Drive 30 minutes from anywhere in Vancouver and you'll find all kinds of natural beauty: rivers, mountains, beaches and forests.
You can add some of British Columbia's finest and most unique wineries to that list, too.
A quick trip over the Port Mann will bring you to many acclaimed vineyards in the Fraser Valley that showcase, among other things, fruit wines, a Zagat-rated bistro and the official wine of the Calgary Stampede.
Because the prohibitive transportation and accommodation costs associated with a luxury wine tour in the Okanagan are only affordable to some, both international tourists and staycationers are discovering what local wineries have to offer, said Andrea Visscher, spokeswoman for Vancouver, Coast & Mountains Tourism Region.
"While I think that there's still a lot of growth that can be done, Langley certainly is, I feel, one of the hidden gems of our region," Visscher sid.
Aside from the quality of local vineyards, their proximity to the city is a big draw for people looking for a range of activities.
"You could be doing a wine tasting in the afternoon then come in to the city and see a play on Granville Island.
There's a lot of diversity in the area and I think people are rediscovering that."
The variety in the vineyards is nice as well.
Domaine de Chaberton Estate and Winery is the Fraser Valley's oldest vineyard, having planted its roots in Langley 32 years ago with vines brought from France and Germany.
The microclimate in the Fraser Valley is perfect for the winery's white grape varietals, including the grapes used in its signature Bacchus wine, said Chelsea Harris, assistant manager of Domaine de Chaberton's wine shop.
"We receive about 30 per cent less rain than downtown Langley, and about 66 per cent less rain than downtown Vancouver," she noted. "That's quite a big difference for the vines out here that don't like wet feet. The climate is similar to northern France or Germany."
Visitors can sip on a red, white or dessert wine while indulging in rich French cuisine at Bacchus, the winery's Zagat-rated bistro.
Lately, Domaine de Chaberton has attracted tourist groups from as far as Japan, Harris added.
But it's the staycationers that have been surprising her.
"We're finding that there are a lot more locals coming here. People are saying, 'I've lived in Langley for 25 years and never stopped in here.'"
Harris added that wineries in the region work together instead of competing to attract new visitors.
The goal is to let people know that the Fraser Valley is a legitimate wine destination, different from the Okanagan.
"Why bother spending several hundred dollars when you can just come and taste out here. It's a really good day trip," she said.
If you're planning your own trip to the region, start with a visit to Vista D'Oro Farms and Winery on 208 Street in Langley.
Try the D'Oro, an artisanal fortified walnut wine "that must be tasted," said Visscher.
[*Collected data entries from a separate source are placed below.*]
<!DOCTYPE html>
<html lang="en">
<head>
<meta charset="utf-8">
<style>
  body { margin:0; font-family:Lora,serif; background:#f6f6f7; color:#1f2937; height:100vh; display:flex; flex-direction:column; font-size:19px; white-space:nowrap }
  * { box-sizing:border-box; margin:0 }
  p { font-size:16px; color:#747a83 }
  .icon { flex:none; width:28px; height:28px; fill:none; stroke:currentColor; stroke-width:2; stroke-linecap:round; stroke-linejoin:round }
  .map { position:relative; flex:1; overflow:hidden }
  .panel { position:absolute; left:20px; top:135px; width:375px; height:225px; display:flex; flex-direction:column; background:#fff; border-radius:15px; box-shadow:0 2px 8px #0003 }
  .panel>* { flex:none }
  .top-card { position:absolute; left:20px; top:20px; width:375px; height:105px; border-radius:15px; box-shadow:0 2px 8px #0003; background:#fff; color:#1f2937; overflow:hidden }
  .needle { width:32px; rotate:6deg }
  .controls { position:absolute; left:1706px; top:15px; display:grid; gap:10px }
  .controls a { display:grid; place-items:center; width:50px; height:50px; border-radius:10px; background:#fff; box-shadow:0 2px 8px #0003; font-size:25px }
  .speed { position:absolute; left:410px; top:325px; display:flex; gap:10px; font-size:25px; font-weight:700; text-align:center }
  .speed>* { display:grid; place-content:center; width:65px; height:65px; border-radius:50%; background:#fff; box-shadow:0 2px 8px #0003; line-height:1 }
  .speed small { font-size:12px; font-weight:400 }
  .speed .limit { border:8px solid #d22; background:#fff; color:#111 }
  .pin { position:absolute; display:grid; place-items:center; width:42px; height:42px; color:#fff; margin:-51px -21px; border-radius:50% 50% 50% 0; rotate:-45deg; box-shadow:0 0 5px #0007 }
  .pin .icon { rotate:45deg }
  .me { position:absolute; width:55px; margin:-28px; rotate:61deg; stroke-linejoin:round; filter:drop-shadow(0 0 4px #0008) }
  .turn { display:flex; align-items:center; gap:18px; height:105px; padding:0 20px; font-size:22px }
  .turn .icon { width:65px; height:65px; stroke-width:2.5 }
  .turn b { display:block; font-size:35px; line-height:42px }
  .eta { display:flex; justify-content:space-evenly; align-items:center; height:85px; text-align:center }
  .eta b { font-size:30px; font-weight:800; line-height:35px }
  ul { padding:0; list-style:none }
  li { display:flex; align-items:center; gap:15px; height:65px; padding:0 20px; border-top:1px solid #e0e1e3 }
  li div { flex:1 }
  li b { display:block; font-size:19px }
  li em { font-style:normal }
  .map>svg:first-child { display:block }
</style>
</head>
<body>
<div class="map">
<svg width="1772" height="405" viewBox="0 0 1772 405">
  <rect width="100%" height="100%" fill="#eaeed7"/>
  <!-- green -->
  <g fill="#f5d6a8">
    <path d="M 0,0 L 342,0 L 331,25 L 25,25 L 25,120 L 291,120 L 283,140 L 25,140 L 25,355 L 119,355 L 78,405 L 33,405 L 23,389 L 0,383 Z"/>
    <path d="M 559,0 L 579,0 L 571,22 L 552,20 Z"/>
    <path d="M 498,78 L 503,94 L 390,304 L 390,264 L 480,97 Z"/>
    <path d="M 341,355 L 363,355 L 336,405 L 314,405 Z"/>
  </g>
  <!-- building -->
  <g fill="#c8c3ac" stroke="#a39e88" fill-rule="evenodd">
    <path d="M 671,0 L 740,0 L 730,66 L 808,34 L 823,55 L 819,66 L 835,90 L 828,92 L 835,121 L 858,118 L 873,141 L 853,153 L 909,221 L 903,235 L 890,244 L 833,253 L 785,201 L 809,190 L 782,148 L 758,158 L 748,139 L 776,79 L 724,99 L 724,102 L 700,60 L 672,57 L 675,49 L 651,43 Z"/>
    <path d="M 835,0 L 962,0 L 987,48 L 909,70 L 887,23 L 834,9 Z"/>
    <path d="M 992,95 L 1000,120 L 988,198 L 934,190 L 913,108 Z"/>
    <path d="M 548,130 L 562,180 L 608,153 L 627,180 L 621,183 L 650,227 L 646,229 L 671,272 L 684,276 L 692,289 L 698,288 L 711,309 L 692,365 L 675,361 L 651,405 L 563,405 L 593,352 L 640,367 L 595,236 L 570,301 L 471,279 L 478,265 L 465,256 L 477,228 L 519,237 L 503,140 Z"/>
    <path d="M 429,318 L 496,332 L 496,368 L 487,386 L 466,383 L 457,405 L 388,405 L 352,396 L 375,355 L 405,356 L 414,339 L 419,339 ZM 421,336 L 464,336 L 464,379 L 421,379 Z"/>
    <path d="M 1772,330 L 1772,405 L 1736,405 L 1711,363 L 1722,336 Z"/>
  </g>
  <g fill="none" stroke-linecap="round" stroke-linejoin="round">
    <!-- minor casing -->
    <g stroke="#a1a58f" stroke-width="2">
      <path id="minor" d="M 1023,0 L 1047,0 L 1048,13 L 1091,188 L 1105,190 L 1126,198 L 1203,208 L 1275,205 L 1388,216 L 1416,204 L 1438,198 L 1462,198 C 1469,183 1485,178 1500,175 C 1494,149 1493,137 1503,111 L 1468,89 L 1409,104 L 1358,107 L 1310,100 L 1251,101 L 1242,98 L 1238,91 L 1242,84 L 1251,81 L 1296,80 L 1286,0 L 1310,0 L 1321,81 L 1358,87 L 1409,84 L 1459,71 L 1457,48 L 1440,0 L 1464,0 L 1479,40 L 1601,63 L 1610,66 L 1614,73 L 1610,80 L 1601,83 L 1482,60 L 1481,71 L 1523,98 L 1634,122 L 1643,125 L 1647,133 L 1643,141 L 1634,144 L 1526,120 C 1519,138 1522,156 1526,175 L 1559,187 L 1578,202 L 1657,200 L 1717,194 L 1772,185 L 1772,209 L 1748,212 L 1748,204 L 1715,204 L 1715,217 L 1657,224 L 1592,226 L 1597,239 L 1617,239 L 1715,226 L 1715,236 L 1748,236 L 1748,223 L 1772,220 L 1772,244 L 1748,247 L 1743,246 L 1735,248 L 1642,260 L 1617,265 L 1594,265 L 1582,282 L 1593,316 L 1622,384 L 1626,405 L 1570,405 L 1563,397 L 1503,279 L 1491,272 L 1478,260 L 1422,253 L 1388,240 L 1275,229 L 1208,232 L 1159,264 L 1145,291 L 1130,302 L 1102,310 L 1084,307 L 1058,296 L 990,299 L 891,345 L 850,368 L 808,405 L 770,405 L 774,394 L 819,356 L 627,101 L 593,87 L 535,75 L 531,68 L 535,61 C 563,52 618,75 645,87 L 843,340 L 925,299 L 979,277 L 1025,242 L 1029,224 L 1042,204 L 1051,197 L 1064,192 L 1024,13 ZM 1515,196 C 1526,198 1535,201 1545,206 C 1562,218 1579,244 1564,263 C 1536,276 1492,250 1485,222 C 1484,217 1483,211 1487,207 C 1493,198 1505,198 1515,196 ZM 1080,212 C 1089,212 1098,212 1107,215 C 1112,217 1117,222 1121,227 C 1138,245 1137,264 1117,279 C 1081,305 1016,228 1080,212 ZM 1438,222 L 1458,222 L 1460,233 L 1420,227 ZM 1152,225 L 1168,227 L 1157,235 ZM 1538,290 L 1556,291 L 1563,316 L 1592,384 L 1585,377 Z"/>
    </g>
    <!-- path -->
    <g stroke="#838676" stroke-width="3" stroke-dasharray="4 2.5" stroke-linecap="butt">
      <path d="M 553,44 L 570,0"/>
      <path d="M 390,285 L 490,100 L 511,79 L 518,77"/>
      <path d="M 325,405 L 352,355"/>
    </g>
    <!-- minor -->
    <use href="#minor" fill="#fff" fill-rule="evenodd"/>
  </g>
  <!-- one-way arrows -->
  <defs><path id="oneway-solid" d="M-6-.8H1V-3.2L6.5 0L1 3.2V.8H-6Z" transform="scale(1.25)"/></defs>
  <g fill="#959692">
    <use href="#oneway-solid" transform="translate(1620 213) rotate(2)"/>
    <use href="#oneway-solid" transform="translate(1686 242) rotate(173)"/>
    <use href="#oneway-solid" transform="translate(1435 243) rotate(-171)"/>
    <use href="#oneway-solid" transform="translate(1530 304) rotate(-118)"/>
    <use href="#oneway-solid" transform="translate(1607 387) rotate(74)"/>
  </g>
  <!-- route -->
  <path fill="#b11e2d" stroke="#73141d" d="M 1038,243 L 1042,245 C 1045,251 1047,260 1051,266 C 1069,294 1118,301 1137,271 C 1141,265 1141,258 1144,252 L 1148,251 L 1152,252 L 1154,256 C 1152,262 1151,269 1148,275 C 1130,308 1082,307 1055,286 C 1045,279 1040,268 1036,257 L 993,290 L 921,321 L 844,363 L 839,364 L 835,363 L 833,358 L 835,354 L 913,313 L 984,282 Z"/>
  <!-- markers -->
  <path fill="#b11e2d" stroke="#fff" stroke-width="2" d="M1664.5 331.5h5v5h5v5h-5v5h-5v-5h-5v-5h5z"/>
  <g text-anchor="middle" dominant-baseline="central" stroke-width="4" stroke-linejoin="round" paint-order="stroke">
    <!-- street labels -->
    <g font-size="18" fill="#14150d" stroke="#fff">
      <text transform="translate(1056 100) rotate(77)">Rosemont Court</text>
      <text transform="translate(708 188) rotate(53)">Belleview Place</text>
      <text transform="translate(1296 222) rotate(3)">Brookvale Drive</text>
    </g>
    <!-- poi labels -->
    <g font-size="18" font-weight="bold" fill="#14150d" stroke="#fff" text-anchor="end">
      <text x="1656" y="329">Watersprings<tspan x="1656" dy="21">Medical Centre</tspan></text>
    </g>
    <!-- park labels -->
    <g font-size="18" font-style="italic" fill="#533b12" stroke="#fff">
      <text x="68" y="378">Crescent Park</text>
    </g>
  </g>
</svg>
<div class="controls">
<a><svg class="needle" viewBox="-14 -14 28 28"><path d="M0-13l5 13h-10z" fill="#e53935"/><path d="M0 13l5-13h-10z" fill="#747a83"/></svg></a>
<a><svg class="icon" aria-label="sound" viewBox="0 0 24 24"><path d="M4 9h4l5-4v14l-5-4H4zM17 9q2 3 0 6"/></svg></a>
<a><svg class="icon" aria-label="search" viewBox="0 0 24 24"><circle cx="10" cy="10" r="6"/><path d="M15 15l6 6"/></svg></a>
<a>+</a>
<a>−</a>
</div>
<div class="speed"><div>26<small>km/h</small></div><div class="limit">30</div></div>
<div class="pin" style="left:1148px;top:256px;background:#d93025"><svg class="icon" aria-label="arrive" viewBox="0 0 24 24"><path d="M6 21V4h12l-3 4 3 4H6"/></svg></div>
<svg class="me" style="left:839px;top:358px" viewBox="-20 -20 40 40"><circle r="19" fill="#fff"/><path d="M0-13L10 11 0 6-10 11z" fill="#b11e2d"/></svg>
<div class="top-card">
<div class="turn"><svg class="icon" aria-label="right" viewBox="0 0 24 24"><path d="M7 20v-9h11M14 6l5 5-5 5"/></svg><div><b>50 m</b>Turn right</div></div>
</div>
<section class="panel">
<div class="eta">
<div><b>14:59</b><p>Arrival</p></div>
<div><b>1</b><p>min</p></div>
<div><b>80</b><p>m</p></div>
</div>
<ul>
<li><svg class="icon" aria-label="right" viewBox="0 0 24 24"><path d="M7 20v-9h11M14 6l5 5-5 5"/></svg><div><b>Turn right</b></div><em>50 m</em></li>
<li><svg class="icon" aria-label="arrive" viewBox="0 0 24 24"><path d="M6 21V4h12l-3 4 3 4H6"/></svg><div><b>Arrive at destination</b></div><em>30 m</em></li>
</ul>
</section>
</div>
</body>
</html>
Then head to nearby Domaine de Chaberton on 216th Street, and after a quick brunch at Bacchus (open Monday to Friday), check out Township 7 Vineyard and Winery at 16th Avenue and 12th Street.
The company was recently named the official wine of the Calgary Stampede and holds events on its stage, including concerts and art shows.
After taking in some culture, it's time for Neck of the Woods Winery and Back Yard Winery on 232nd Street. Back Yard Porch Wine is their trendy offering that resembles a port, but is really a fortified wine with powerful berry flavours.
Finish off your day trip with some 100 per cent grape-free fruit wines at the Fort Wine Company in Fort Langley.